Just like with the univariate product rule, \(\ifref{MC.6}\) allows us to derive other, more specific results. For example, consider the case when \(U = V = Y\). Then, by the product rule, we have: \[ \begin{array}{rccl} \dfrac{\partial}{\partial X} Y^{T} Y & = & \dfrac{\partial Y}{\partial X} Y + \dfrac{\partial Y}{\partial X} Y & \fref{MC.6} \\ & = & 2 \dfrac{\partial Y}{\partial X} Y \ftag{MC.7} & \end{array} \] Furthermore, if we let \(Y = X\), the we arrive at: \[ \begin{array}{rccl} \dfrac{\partial}{\partial X} X^{T} X & = & 2 \dfrac{\partial X}{\partial X} X & \fref{MC.7} \\ & = & 2 I_n X & \fref{MC.4} \\ & = & 2 X \end{array} \] This result should be very reminiscent of the classical derivative of a quadratic function: \[ \dfrac{\partial}{\partial X} X^{T}X = 2 X \leftrightarrow \dfrac{d}{dx} x^2 = 2x \]
Since statistical learning heavily utilizes linear algebra and matrix operations like trace, transpose, and inverse. This section reviews some useful definitions, properties, and interactions.
Of course, these notes are meant to serve as review only. They are no substitute for a proper text/class on linear algebra.
We define the trace of a matrix as the sum of all its diagonal elements. In particular, if we have a \(n \times n\) matrix \(A\) with elements \(a_{i j}\), then its trace is: \[ tr(A) = \sum\limits_{i = 1}^{n} a_{i i} = a_{1 1} + a_{2 2} + \cdots + a_{n n} \ftag{MO.1} \]

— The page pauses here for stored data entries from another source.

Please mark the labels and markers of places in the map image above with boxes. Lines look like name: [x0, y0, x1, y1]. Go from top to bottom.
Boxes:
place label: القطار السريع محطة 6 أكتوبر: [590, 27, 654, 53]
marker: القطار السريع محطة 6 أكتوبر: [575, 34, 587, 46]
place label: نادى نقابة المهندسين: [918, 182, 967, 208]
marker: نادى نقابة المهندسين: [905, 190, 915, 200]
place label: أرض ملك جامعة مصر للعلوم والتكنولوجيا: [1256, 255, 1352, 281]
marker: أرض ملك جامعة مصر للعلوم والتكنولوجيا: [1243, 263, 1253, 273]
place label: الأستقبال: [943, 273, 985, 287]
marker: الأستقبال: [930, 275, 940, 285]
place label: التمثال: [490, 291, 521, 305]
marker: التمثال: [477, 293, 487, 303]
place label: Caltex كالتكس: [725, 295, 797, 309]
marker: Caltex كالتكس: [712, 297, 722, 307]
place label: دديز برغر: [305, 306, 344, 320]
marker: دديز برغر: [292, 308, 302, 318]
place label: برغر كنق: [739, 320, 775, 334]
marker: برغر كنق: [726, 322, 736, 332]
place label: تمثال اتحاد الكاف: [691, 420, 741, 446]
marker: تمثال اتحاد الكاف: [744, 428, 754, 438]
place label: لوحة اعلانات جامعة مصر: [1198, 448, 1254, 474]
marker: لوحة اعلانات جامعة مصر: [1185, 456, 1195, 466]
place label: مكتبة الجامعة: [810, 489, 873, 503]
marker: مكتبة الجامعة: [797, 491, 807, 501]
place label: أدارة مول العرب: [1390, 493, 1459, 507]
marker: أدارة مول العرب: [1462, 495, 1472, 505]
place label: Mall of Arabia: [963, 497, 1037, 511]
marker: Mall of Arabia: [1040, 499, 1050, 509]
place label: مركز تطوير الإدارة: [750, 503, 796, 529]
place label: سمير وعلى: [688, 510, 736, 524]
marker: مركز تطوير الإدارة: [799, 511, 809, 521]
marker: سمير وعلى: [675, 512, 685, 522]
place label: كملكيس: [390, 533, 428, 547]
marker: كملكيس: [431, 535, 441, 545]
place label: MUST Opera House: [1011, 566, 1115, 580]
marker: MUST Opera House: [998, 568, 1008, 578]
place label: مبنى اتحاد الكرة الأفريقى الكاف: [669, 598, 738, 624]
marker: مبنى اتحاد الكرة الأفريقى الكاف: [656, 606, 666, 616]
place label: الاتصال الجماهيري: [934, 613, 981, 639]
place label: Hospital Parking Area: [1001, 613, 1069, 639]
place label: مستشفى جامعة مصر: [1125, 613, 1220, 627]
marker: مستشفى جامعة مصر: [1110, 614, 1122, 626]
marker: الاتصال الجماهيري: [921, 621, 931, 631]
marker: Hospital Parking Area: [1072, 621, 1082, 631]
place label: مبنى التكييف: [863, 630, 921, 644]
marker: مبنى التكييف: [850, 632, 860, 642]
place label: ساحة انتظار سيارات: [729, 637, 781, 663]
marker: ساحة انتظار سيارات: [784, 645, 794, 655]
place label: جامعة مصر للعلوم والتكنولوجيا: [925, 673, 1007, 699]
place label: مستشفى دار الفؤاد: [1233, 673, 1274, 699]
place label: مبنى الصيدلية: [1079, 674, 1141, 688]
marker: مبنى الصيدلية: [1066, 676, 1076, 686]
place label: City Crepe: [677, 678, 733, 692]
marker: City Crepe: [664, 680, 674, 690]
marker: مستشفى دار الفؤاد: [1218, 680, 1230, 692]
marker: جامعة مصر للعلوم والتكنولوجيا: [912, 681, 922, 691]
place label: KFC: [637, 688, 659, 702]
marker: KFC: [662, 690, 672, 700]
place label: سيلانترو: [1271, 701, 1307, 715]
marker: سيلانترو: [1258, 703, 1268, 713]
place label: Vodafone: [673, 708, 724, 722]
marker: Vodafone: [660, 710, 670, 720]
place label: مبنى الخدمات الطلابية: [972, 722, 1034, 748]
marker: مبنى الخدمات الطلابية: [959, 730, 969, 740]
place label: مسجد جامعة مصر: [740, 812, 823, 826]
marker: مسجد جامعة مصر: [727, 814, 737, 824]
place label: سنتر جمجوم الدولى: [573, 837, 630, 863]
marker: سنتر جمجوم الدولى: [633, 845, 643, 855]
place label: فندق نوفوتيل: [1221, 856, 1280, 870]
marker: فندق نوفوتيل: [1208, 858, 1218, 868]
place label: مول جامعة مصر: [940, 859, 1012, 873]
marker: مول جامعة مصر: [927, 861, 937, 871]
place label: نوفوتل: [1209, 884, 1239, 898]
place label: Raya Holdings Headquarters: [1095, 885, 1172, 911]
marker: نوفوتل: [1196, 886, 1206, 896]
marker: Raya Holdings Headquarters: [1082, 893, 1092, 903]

Visually, this looks like: \[ \require{enclose} tr(A) = tr\left( \begin{bmatrix} \enclose{circle}{a_{1 1}} & a_{1 2} & \cdots & a_{1 n} \\ a_{2 1} & \enclose{circle}{a_{2 2}} & \cdots & a_{2 n} \\ \vdots & \vdots & & \vdots \\ a_{n 1} & a_{n 2} & \cdots & \enclose{circle}{a_{n n}} \end{bmatrix} \right) = \sum\limits_{i = 1}^{n} a_{i i} \]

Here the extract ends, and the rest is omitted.